Tutorial

Also please refer to Intro To Gokart section.

1, Make gokart project

Create a project using cookiecutter-gokart.

cookiecutter  https://github.com/m3dev/cookiecutter-gokart
# project_name [project_name]: example
# package_name [package_name]: gokart_example
# python_version [3.7.0]:
# author [your name]: m3dev
# package_description [What's this project?]: gokart example
# license [MIT License]:

You will have a directory tree like following:

tree example/
example/
├── Dockerfile
├── README.md
├── conf
│   ├── logging.ini
│   └── param.ini
├── gokart_example
│   ├── __init__.py
│   ├── model
│   │   ├── __init__.py
│   │   └── sample.py
│   └── utils
│       └── template.py
├── main.py
├── pyproject.toml
└── test
    ├── __init__.py
    └── unit_test
        └── test_sample.py

2, Running sample task

Let’s run the first task.

python main.py gokart_example.Sample --local-scheduler

The results are stored in resources directory.

tree resources
resources/
├── gokart_example
│   └── model
│       └── sample
│           └── Sample_cdf55a3d6c255d8c191f5f472da61f99.pkl
└── log
    ├── module_versions
    │   └── Sample_cdf55a3d6c255d8c191f5f472da61f99.txt
    ├── processing_time
    │   └── Sample_cdf55a3d6c255d8c191f5f472da61f99.pkl
    ├── random_seed
    │   └── Sample_cdf55a3d6c255d8c191f5f472da61f99.pkl
    ├── task_log
    │   └── Sample_cdf55a3d6c255d8c191f5f472da61f99.pkl
    └── task_params
        └── Sample_cdf55a3d6c255d8c191f5f472da61f99.pkl

Please refer to Intro To Gokart for output

Note

It is better to use poetry in terms of the module version. Please refer to poetry document

poetry lock
poetry run python main.py gokart_example.Sample --local-scheduler

If want to stabilize it further, please use docker.

docker build -t sample .
docker run -it sample "python main.py gokart_example.Sample --local-scheduler"

3, Check result

Check the output.

with open('resources/gokart_example/model/sample/Sample_cdf55a3d6c255d8c191f5f472da61f99.pkl', 'rb') as f:
    print(pickle.load(f))  # sample output

4, Run unittest

It is important to run unittest before and after modifying the code.

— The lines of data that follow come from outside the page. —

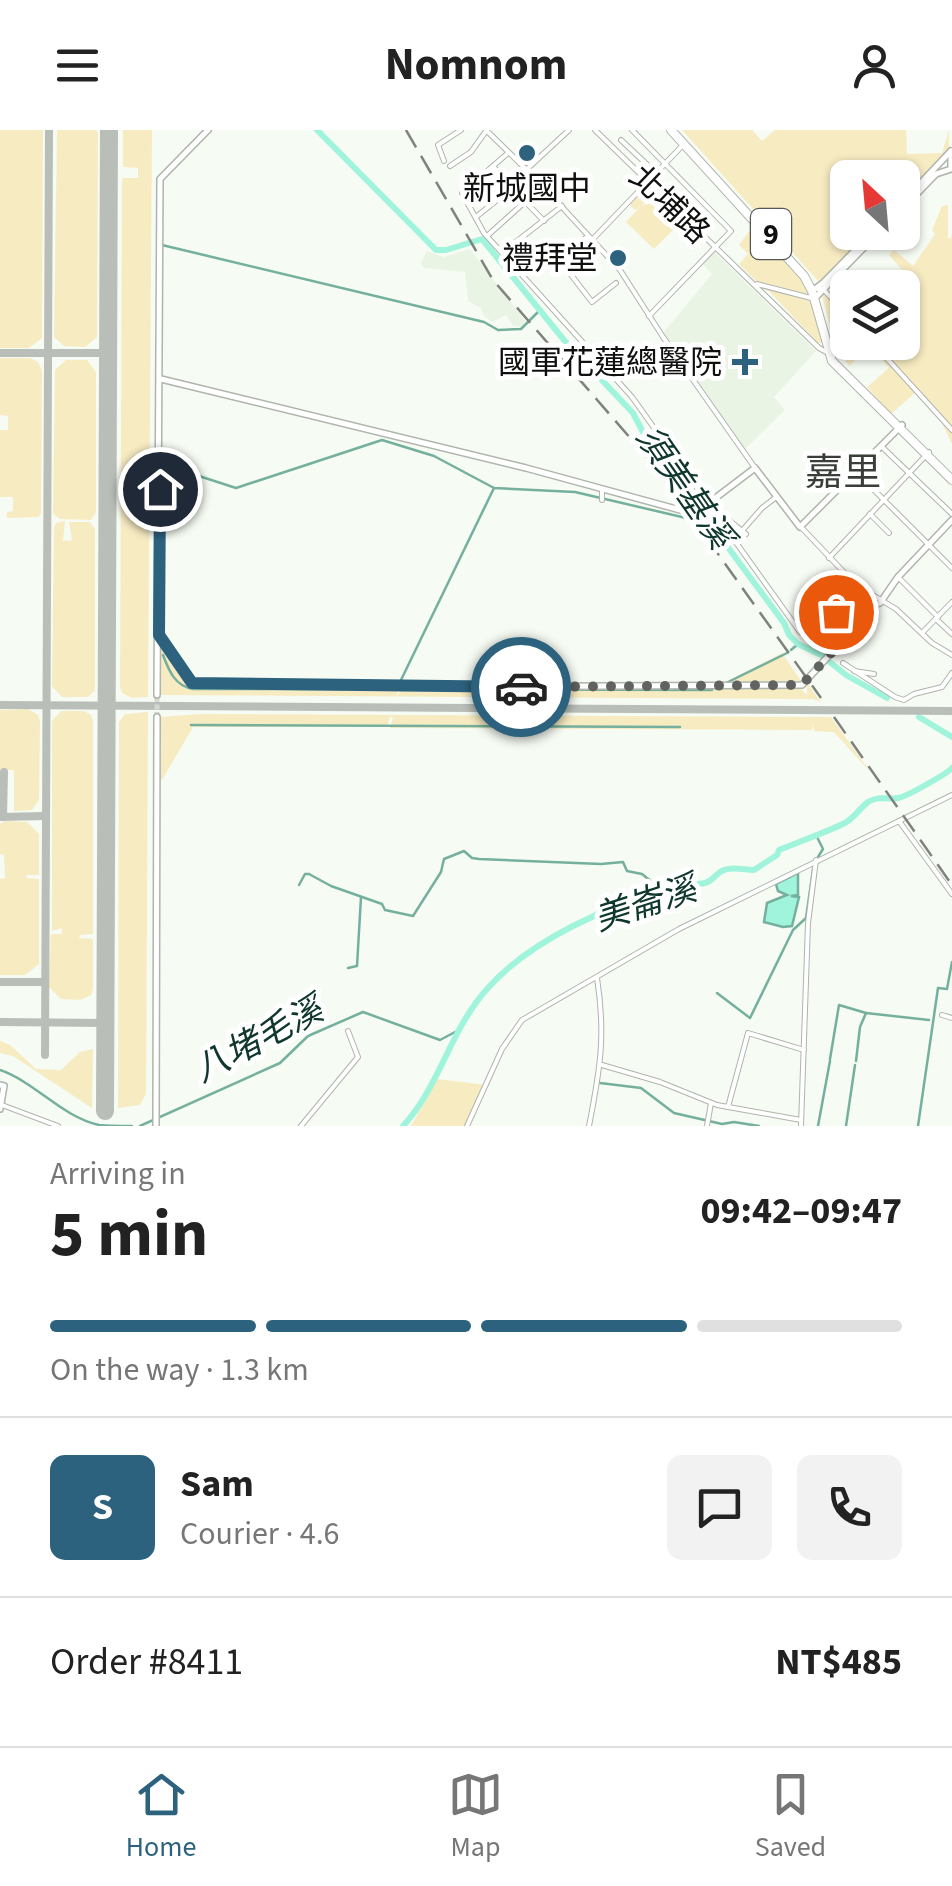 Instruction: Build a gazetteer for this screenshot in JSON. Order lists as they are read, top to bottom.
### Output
{
  "streets": {
    "main road": ["9"],
    "street": ["北埔路"]
  },
  "districts": ["嘉里"],
  "water": ["須美基溪", "美崙溪", "八堵毛溪"],
  "places": {
    "other": ["新城國中", "禮拜堂"],
    "health": ["國軍花蓮總醫院"]
  },
  "north": "top left",
  "page": {
    "header": "Nomnom",
    "heading": ["5 min", "Arriving in", "09:42–09:47"],
    "panel": [
      "Sam",
      "Courier · 4.6",
      "Order #8411",
      "NT$485"
    ],
    "bar": "On the way · 1.3 km",
    "round": "S",
    "tabs": ["Home", "Map", "Saved"]
  }
}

python -m unittest discover -s ./test/unit_test/
.
----------------------------------------------------------------------
Ran 1 test in 0.001s

OK

5, Create Task

Writing gokart-like tasks. Modify example/gokart_example/model/sample.py as follows:

from logging import getLogger
import gokart
from gokart_example.utils.template import GokartTask
logger = getLogger(__name__)


class Sample(GokartTask):
    def run(self):
        self.dump('sample output')


class StringToSplit(GokartTask):
    """Like the function to divide received data by spaces."""
    task = gokart.TaskInstanceParameter()

    def run(self):
        sample = self.load('task')
        self.dump(sample.split(' '))


class Main(GokartTask):
    """Endpoint task."""
    def requires(self):
        return StringToSplit(task=Sample())

Added Main and StringToSplit. StringToSplit is a function-like task that loads the result of an arbitrary task and splits it by spaces. Main is injecting Sample into StringToSplit. It like Endpoint.

Let’s run the Main task.

python main.py gokart_example.Main --local-scheduler

Please take a look at the logger output at this time.

===== Luigi Execution Summary =====

Scheduled 3 tasks of which:
* 1 complete ones were encountered:
    - 1 gokart_example.Sample(...)
* 2 ran successfully:
    - 1 gokart_example.Main(...)
    - 1 gokart_example.StringToSplit(...)

This progress looks :) because there were no failed tasks or missing dependencies

===== Luigi Execution Summary =====

As the log shows, Sample has been executed once, so the cache will be used. The only things that worked were Main and StringToSplit.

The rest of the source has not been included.